The chart below compares the rate for ten-year U.S. Treasury securities to the
one-month LIBOR rate.
Ten Year U.S Treasury One month
Securities LIBOR Difference
---------- ----- ----------
September 30, 2002 3.61% 1.81% 1.80%
June 30, 2002 4.82% 1.84% 2.98%
The Company believes it is important to actively hedge its exposure to both
short-term and long-term rates. The degree of hedging and the choice of
hedging instruments depends on market conditions. This information is reviewed
on a daily basis and changes are made accordingly. The Company uses a
combination of interest rate futures contracts and interest rate swap
agreements to hedge these exposures. The cost of the Company's hedging
strategy during the third quarter was $5,922, or $0.13 per share.
Liquidity Risk:
The Company acquires its investments using its capital and borrowed funds. The
availability of funds is a key component of the Company's operations. During
times of market uncertainty the availability of this type of financing can be
very limited. The Company currently funds itself mainly through its long-term
match funded CDO debt and short-term secured lending arrangements with various
counterparties. The Company also recently renewed its committed borrowing
facility from Deutsche Bank in the amount of $185,000. This facility was
scheduled to mature in July 2002 and was extended to July 2005. Additionally,
on July 8, 2002 the Company entered into a $75,000 committed credit facility
with Greenwich Capital, Inc. The facility provides the Company with the
ability to borrow only in the first year, with the repayment of principal not
due for three years.
During the quarter ended September 30, 2002, the Company's weighted average
credit rating of invested equity decreased from BB to BB-. Aggregate leverage
increased from 3.3:1 debt to capital at June 30, 2002 to 5.3:1 as of September
30, 2002. The three investment operations of the Company are all financed on a
secured basis at levels that take into account the specific risks of that
asset class. The commercial real estate loan portfolio was financed at a debt
to capital ratio of 0.33:1, and the RMBS was financed at a ratio of 10.34:1.
27
The Company's RMBS portfolio is designed to maintain liquidity in support of
the CMBS and Commercial Lending operations, specifically where they are
financed with short-term debt. During the third quarter volatility and
prepayments reached new highs causing the RMBS market to perform poorly versus
the treasury market. Refinancing activity, as measured by the MBA refinancing
index, increased 150%, the highest reading in history. The Company reacted by
reducing its exposure to this sector and began to purchase CMBS and investment
grade unsecured REIT debt. For the quarter ended September 30, 2002 the RMBS
portfolio contributed approximately $0.22 per share to the Operating Earnings
of the Company but can contribute to greater variability of reported results
due to the mark to market requirement.
Within the RMBS portfolio the Company maintained an active trading strategy
designed to take advantage of market opportunities to generate realized
capital gains. Due to the high volatility in the RMBS markets the Company
decided to discontinue its active trading strategies in July.
Recent Events:
The Company is seeking to finance a portion of its CMBS portfolio and
unsecured real estate investment trust obligations through a CDO offering in
the approximate amount of $300,000. The CDO is designed to match fund a
portion of the Company's CMBS portfolio and all of its unsecured real estate
investment trust obligations which are not part of the Company's May 2002 CDO.
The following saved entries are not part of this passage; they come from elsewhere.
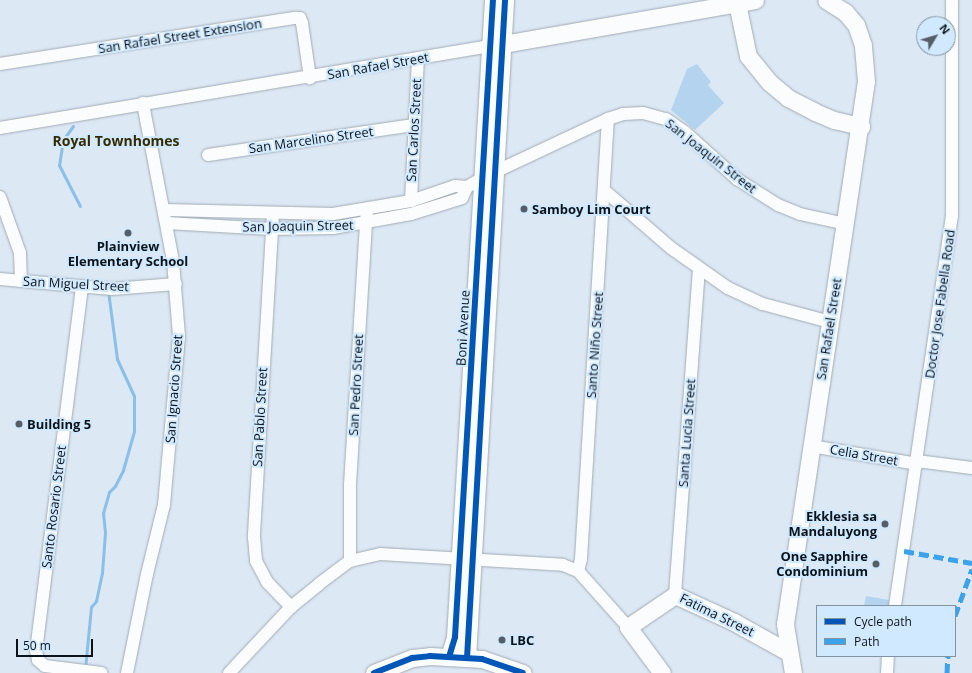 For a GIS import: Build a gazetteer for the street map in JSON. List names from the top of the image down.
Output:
{
  "streets": {
    "street": [
      "San Rafael Street Extension",
      "San Rafael Street",
      "San Carlos Street",
      "San Marcelino Street",
      "San Joaquin Street",
      "San Miguel Street",
      "Doctor Jose Fabella Road",
      "Boni Avenue",
      "Santo Niño Street",
      "San Pedro Street",
      "San Ignacio Street",
      "San Pablo Street",
      "Santa Lucia Street",
      "Celia Street",
      "Santo Rosario Street",
      "Fatima Street"
    ]
  },
  "crossings": [
    ["San Rafael Street Extension", "San Rafael Street"],
    ["San Rafael Street", "San Carlos Street"],
    ["San Rafael Street", "San Joaquin Street"],
    ["San Rafael Street", "Boni Avenue"],
    ["San Rafael Street", "San Ignacio Street"],
    ["San Rafael Street", "Celia Street"],
    ["San Rafael Street", "Fatima Street"],
    ["San Carlos Street", "San Marcelino Street"],
    ["San Carlos Street", "San Joaquin Street"],
    ["San Joaquin Street", "Boni Avenue"],
    ["San Joaquin Street", "Santo Niño Street"],
    ["San Joaquin Street", "San Pedro Street"],
    ["San Joaquin Street", "San Ignacio Street"],
    ["San Joaquin Street", "San Pablo Street"],
    ["San Miguel Street", "San Ignacio Street"],
    ["San Miguel Street", "Santo Rosario Street"],
    ["Doctor Jose Fabella Road", "Celia Street"],
    ["Santa Lucia Street", "Fatima Street"]
  ],
  "districts": ["Royal Townhomes"],
  "places": [
    "Samboy Lim Court",
    "Plainview Elementary School",
    "Building 5",
    "Ekklesia sa Mandaluyong",
    "One Sapphire Condominium",
    "LBC"
  ],
  "legend": ["Cycle path", "Path"],
  "scale_bar": "50 m",
  "north": "top right"
}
The Company intends to retain the equity interest in the issuer of the CDO and
intends to account for this transaction on its balance sheet as a financing.
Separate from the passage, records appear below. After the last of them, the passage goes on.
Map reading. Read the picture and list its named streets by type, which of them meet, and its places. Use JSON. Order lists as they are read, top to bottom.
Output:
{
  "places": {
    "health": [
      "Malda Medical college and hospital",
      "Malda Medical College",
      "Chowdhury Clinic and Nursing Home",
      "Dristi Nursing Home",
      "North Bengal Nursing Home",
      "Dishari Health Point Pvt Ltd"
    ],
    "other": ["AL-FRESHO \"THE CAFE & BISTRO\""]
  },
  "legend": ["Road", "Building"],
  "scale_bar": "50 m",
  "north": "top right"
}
The Company will use the proceeds of this offering to replace approximately
$184,000 of short-term liabilities currently used to finance these assets. All
notes will be issued at a fixed rate or hedged to create a total fixed cost of
funds. Management believes that successful execution of this strategy will
increase the quality of the Company's earnings by eliminating the risk of
financing from the assets contributed to the CDO. The notes offered pursuant
to the CDO will not be registered under the Securities Act of 1933, as
amended, and may not be offered or sold in the United States absent
registration or an applicable exemption from registration requirements.
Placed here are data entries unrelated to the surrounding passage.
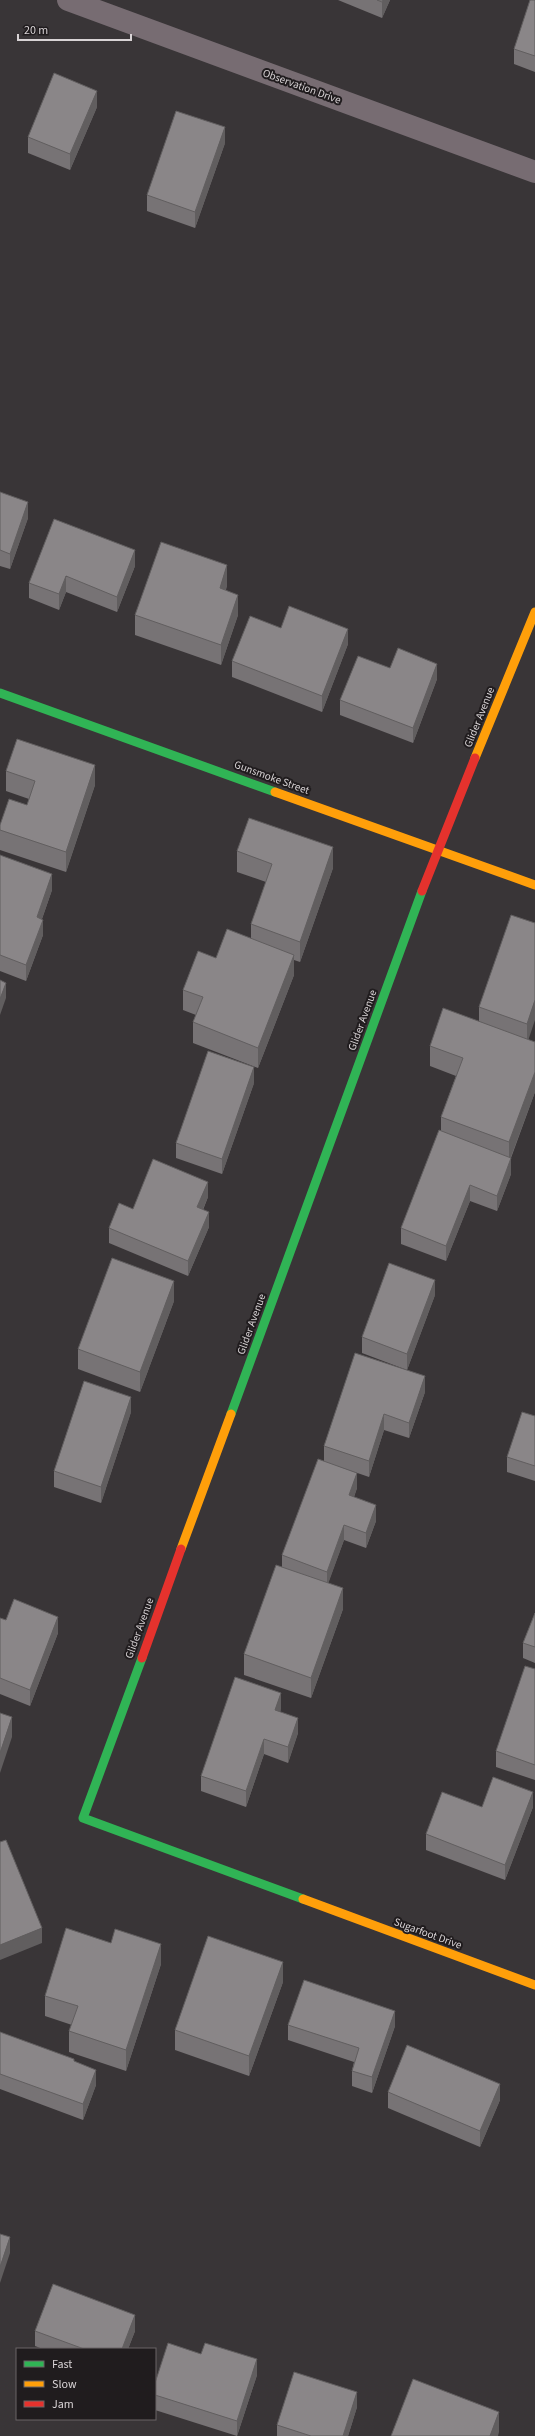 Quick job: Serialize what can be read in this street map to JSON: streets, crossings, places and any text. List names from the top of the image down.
{
  "streets": {
    "street": [
      "Observation Drive",
      "Glider Avenue",
      "Gunsmoke Street",
      "Sugarfoot Drive"
    ]
  },
  "crossings": [
    ["Glider Avenue", "Gunsmoke Street"],
    ["Glider Avenue", "Sugarfoot Drive"]
  ],
  "legend": ["Fast", "Slow", "Jam"],
  "scale_bar": "20 m"
} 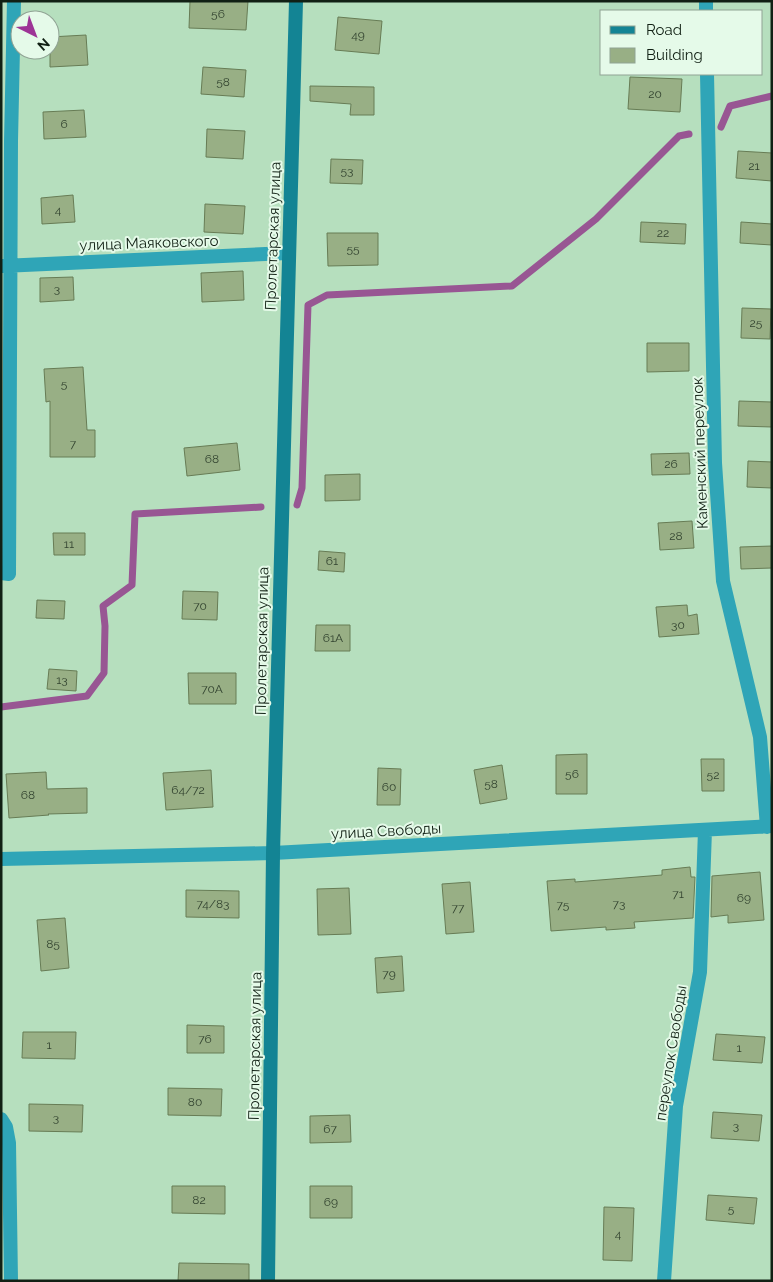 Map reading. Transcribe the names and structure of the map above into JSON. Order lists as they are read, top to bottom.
{
  "streets": {
    "main road": ["Пролетарская улица"],
    "street": [
      "улица Маяковского",
      "Каменский переулок",
      "улица Свободы",
      "переулок Свободы"
    ]
  },
  "crossings": [
    ["Пролетарская улица", "улица Маяковского"],
    ["Пролетарская улица", "улица Свободы"],
    ["Каменский переулок", "улица Свободы"],
    ["улица Свободы", "переулок Свободы"]
  ],
  "house_numbers": [
    "56",
    "49",
    "58",
    "20",
    "6",
    "21",
    "53",
    "4",
    "22",
    "55",
    "3",
    "25",
    "5",
    "7",
    "68",
    "26",
    "28",
    "11",
    "61",
    "70",
    "30",
    "61А",
    "13",
    "70А",
    "56",
    "52",
    "58",
    "60",
    "64/72",
    "68",
    "71",
    "69",
    "74/83",
    "73",
    "75",
    "77",
    "85",
    "79",
    "76",
    "1",
    "1",
    "80",
    "3",
    "3",
    "67",
    "82",
    "69",
    "5",
    "4"
  ],
  "legend": ["Road", "Building"],
  "north": "bottom right"
}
The Company has a $50,000 commitment to acquire shares in Carbon Capital, Inc.
("Carbon"), a private commercial real estate income opportunity fund managed
by BlackRock. As of September 30, 2002, the Company has funded $8,784 of this
commitment. On October 16, 2002 the Company received a capital call notice to
fund an additional $6,100 of its commitment, which was paid on October 30,
2002. The capital call resulted in a remaining commitment of $35,116. The
proceeds were used by Carbon to acquire a commercial mortgage loan secured by
an office building and a commercial mortgage loan secured by a hotel.
In October 2002, the Chicago Condo Loan paid off its balance in full. The
Chicago Condo Loan is a $15,000 mezzanine loan secured by second mortgage on a
condominium conversion project in Chicago, Illinois, and a first mortgage on
an adjacent land parcel, as well as the borrower's partnership interest in the
property. The originally scheduled maturity of the loan was September 2002,
which was extended by the borrower for an additional six-month term for an
extension fee of $150.
In October 2002, the San Francisco Hotel Loan paid off its balance in full.
The San Francisco Hotel Loan is an $18,000 mezzanine loan secured by a lien on
the borrower's interest in a full service hotel located in San Francisco,
California. The original maturity of this loan was May 2003.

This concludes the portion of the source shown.